*** Opening MATERIALS PROVIDED ***

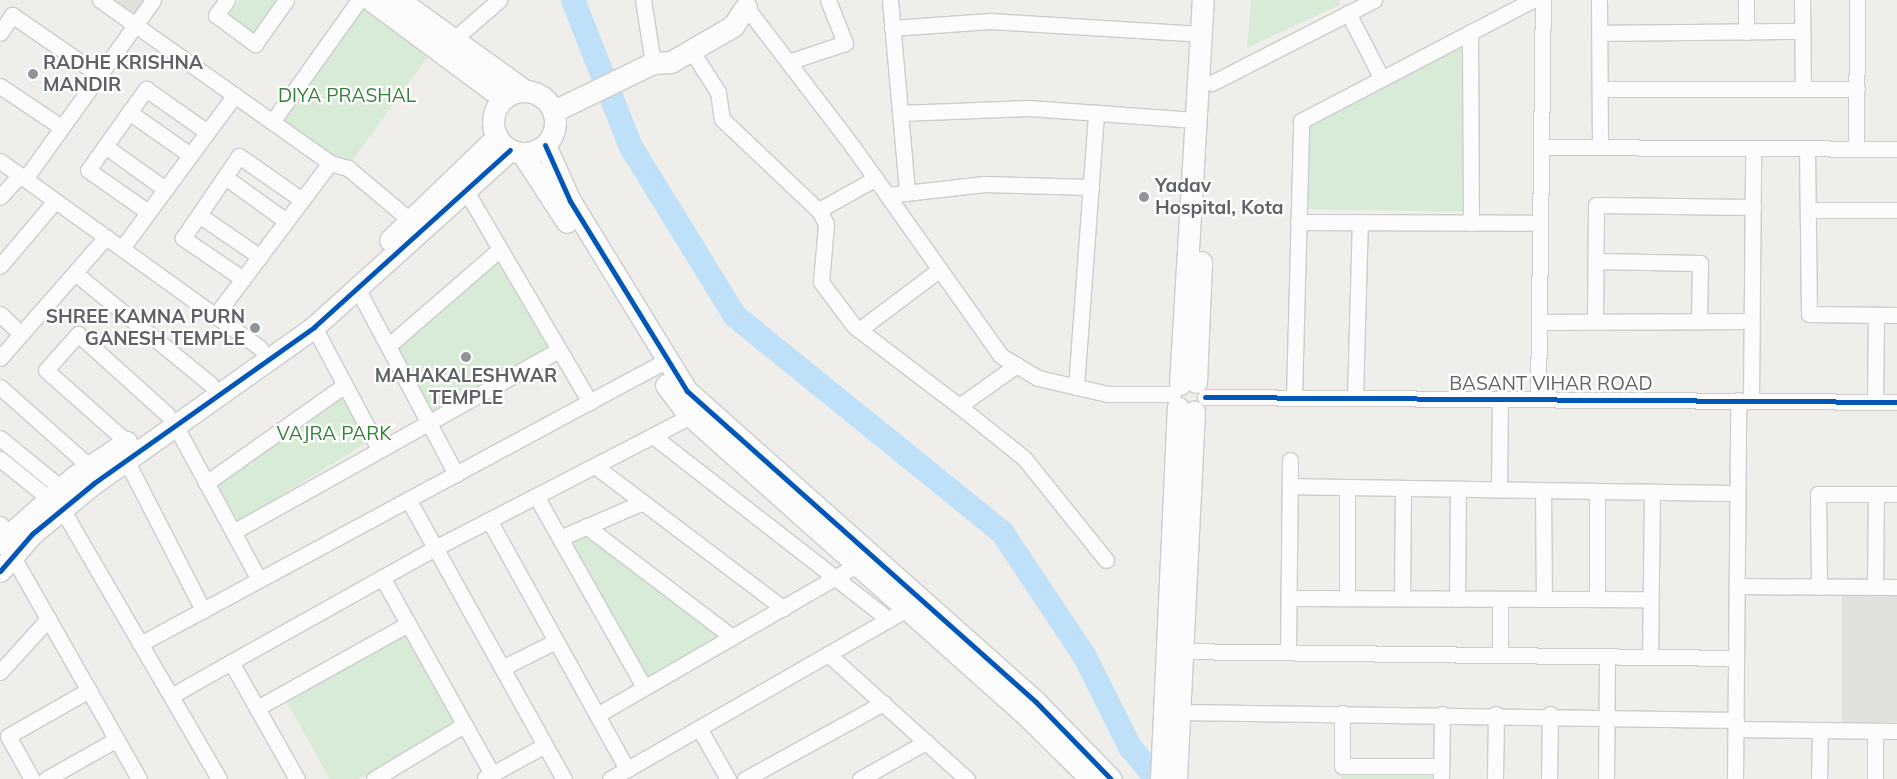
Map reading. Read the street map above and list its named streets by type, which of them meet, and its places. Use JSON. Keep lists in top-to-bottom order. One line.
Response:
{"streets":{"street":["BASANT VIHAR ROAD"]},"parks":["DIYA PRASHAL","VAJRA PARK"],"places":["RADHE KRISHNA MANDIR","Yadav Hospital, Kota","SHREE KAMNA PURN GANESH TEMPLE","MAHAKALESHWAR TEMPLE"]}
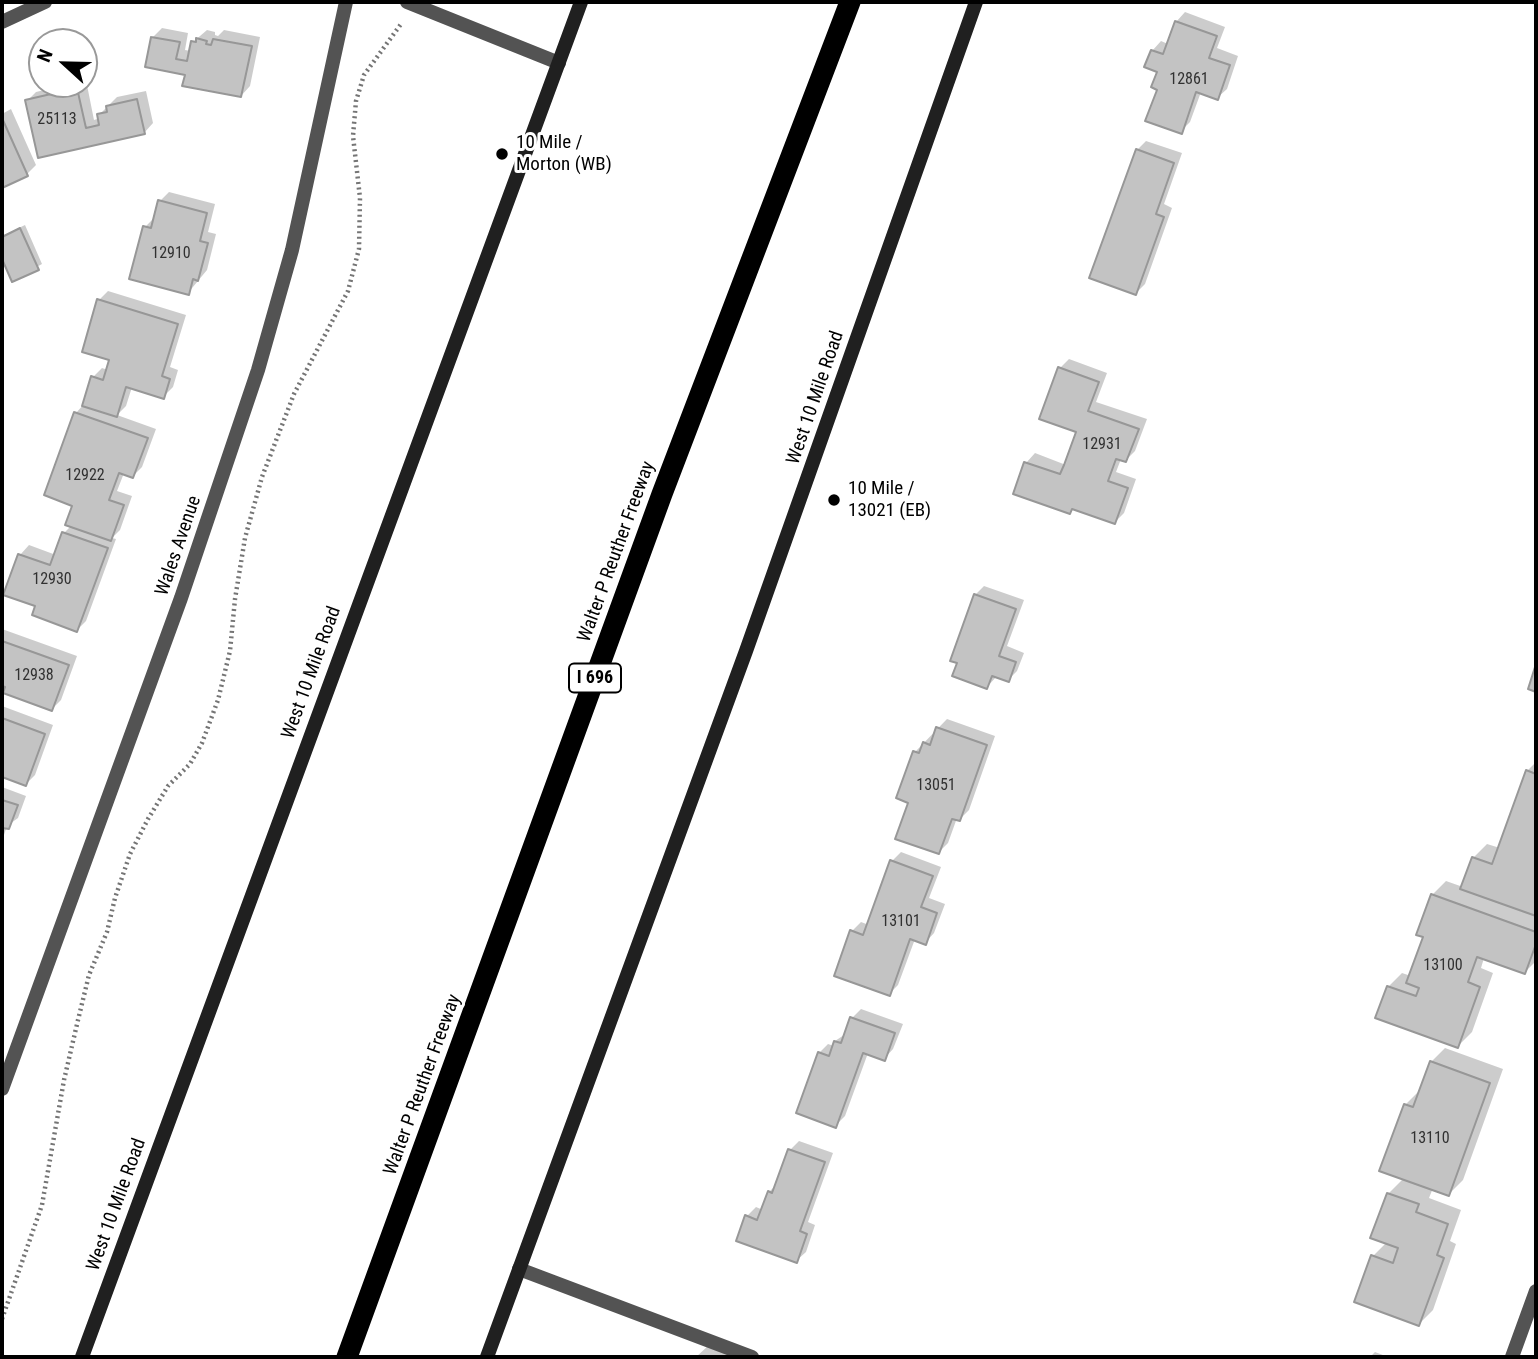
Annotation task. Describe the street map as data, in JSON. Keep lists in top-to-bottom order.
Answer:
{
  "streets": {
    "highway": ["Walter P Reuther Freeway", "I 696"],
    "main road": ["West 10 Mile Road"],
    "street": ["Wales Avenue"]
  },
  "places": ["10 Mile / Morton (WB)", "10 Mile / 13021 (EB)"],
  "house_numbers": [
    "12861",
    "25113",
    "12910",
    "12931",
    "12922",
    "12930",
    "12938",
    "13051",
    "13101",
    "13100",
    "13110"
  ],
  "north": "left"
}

*** Closing MATERIALS PROVIDED ***

Repeat every record above exactly, but drop the pictures.

▶ **RESULT OF THE TASK**
Map reading. Read the street map above and list its named streets by type, which of them meet, and its places. Use JSON. Keep lists in top-to-bottom order. One line.
Response:
{"streets":{"street":["BASANT VIHAR ROAD"]},"parks":["DIYA PRASHAL","VAJRA PARK"],"places":["RADHE KRISHNA MANDIR","Yadav Hospital, Kota","SHREE KAMNA PURN GANESH TEMPLE","MAHAKALESHWAR TEMPLE"]}
Annotation task. Describe the street map as data, in JSON. Keep lists in top-to-bottom order.
Answer:
{
  "streets": {
    "highway": ["Walter P Reuther Freeway", "I 696"],
    "main road": ["West 10 Mile Road"],
    "street": ["Wales Avenue"]
  },
  "places": ["10 Mile / Morton (WB)", "10 Mile / 13021 (EB)"],
  "house_numbers": [
    "12861",
    "25113",
    "12910",
    "12931",
    "12922",
    "12930",
    "12938",
    "13051",
    "13101",
    "13100",
    "13110"
  ],
  "north": "left"
}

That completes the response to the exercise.